Data block —
--- START ---

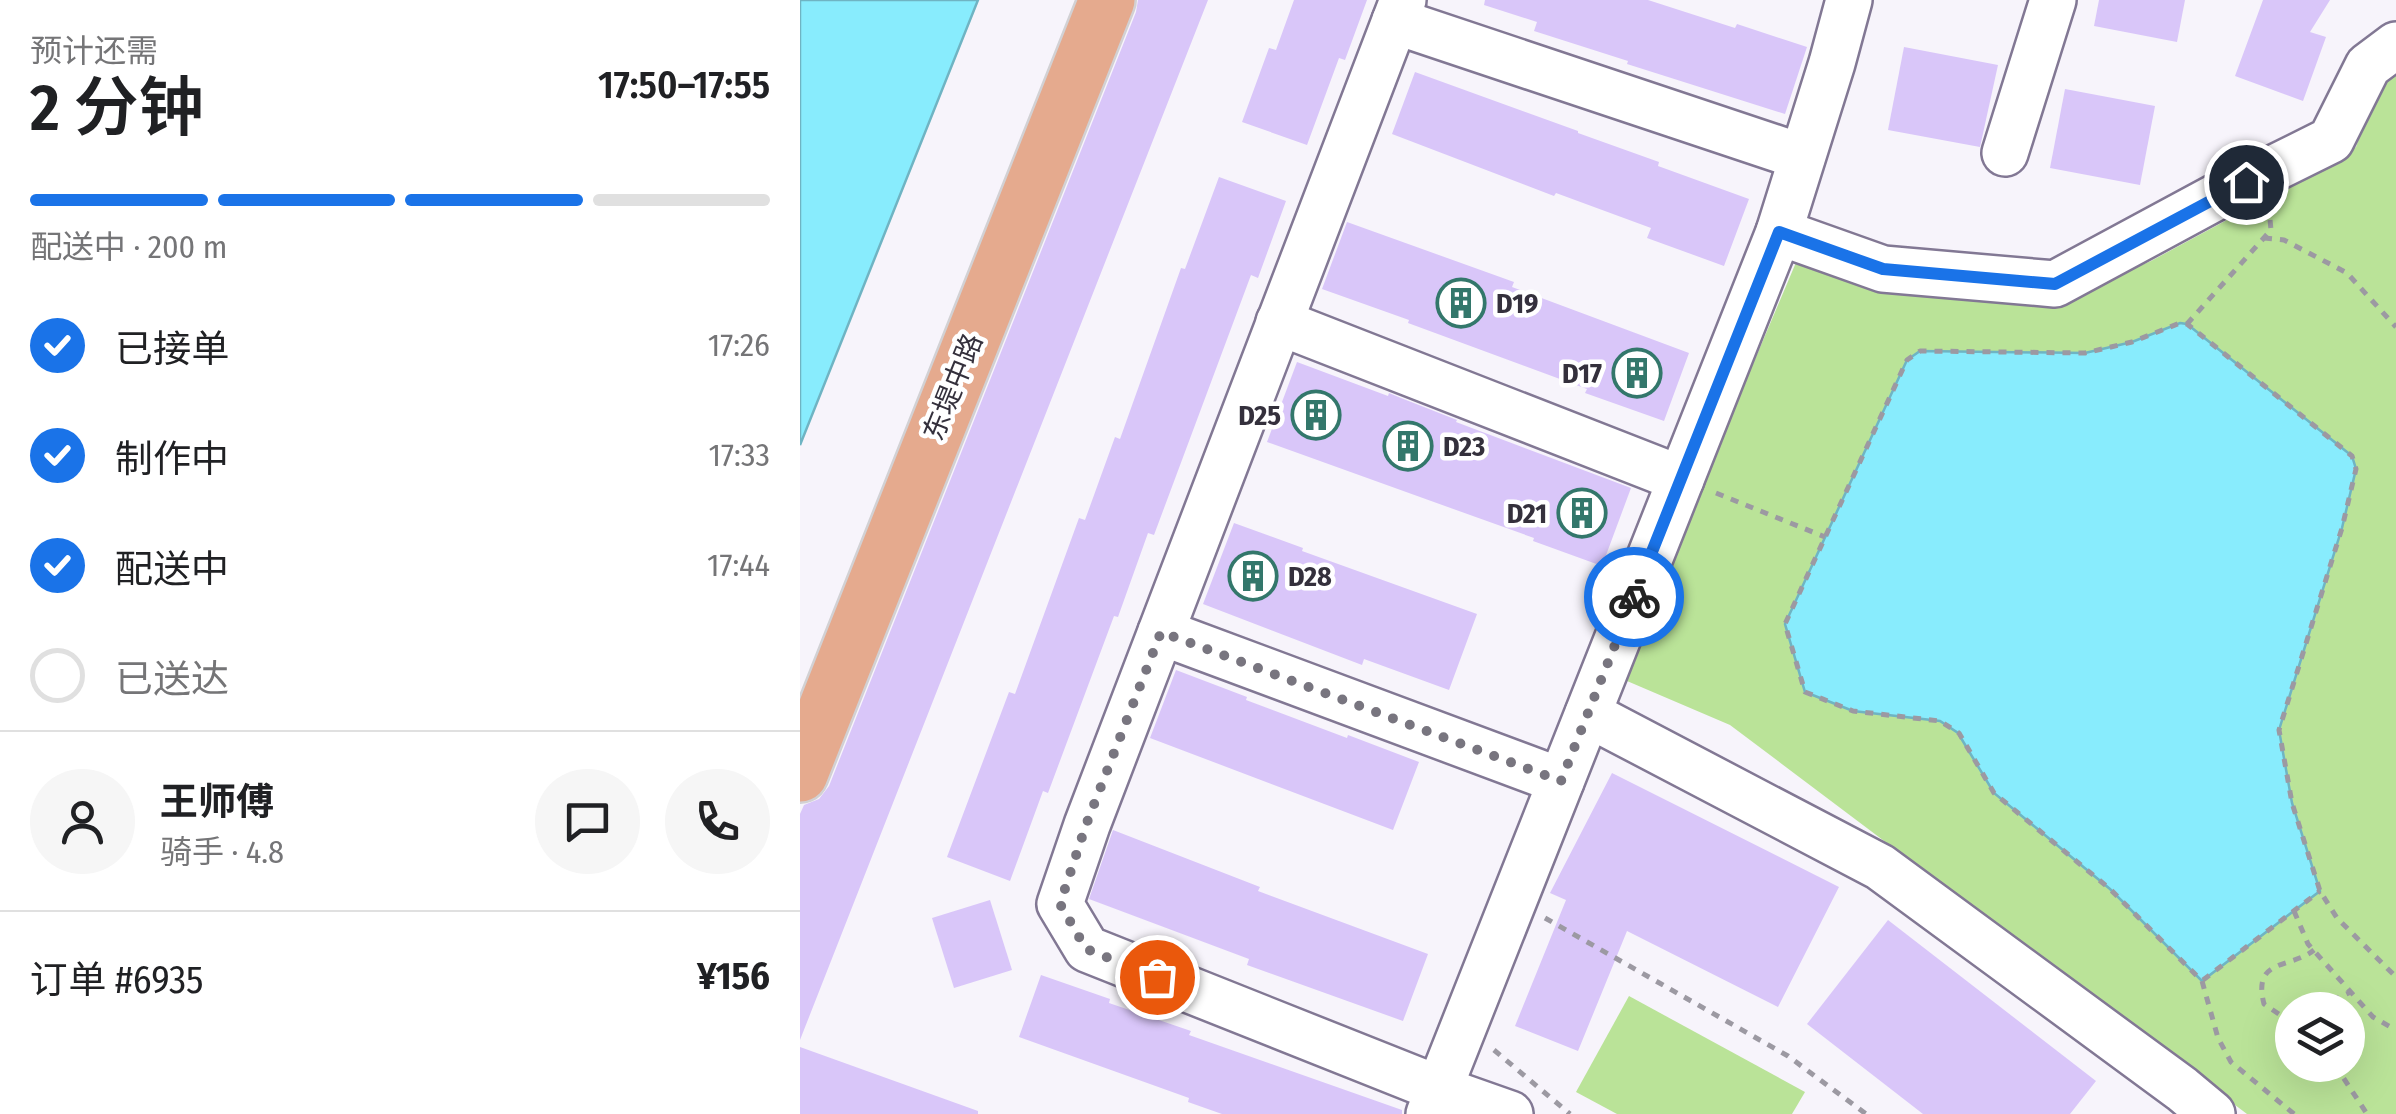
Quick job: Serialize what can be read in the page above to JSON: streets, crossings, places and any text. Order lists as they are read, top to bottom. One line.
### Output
{"streets":{"main road":["东堤中路"]},"places":{"building":["D19","D17","D25","D23","D21","D28"]},"page":{"heading":["2 分钟","预计还需","17:50–17:55"],"panel":["王师傅","骑手 · 4.8","订单 #6935","¥156"],"bar":"配送中 · 200 m","list":[["已接单","17:26"],["制作中","17:33"],["配送中","17:44"],"已送达"]}}
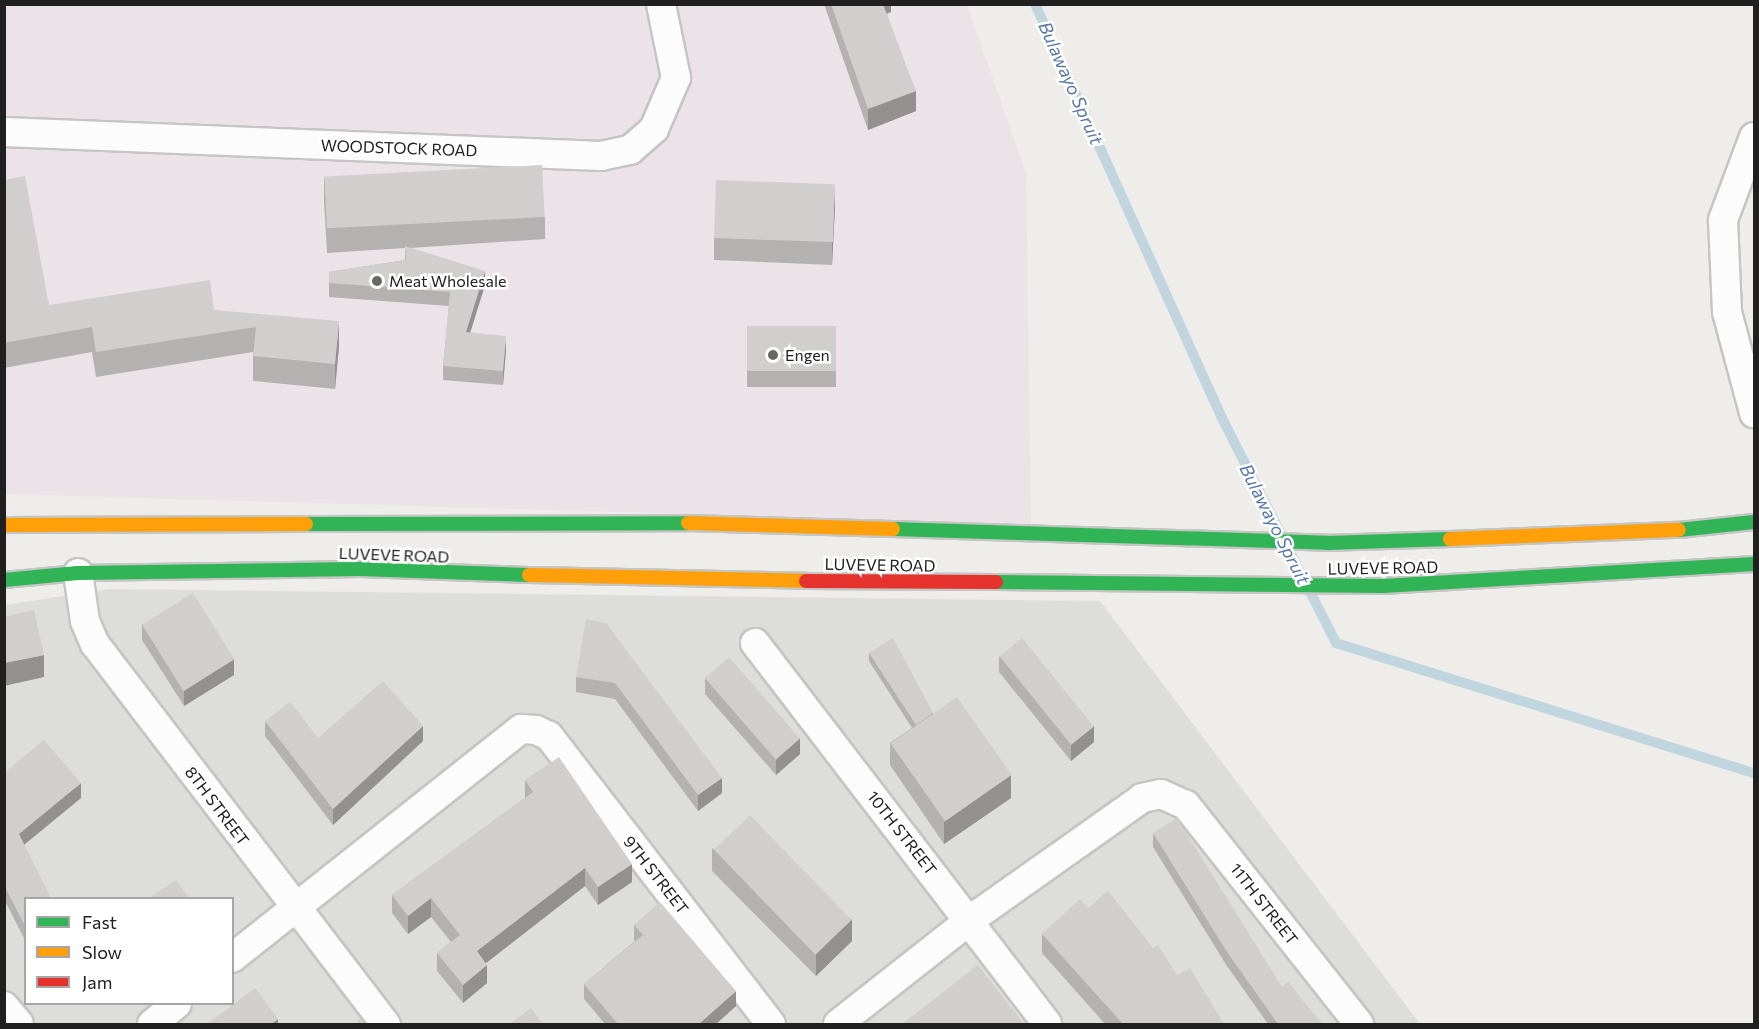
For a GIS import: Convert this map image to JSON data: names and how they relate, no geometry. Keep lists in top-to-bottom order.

--- END ---

Exercise brief —
Reproduce the data verbatim and omit each image.

Expected answer —
Quick job: Serialize what can be read in the page above to JSON: streets, crossings, places and any text. Order lists as they are read, top to bottom. One line.
### Output
{"streets":{"main road":["东堤中路"]},"places":{"building":["D19","D17","D25","D23","D21","D28"]},"page":{"heading":["2 分钟","预计还需","17:50–17:55"],"panel":["王师傅","骑手 · 4.8","订单 #6935","¥156"],"bar":"配送中 · 200 m","list":[["已接单","17:26"],["制作中","17:33"],["配送中","17:44"],"已送达"]}}
For a GIS import: Convert this map image to JSON data: names and how they relate, no geometry. Keep lists in top-to-bottom order.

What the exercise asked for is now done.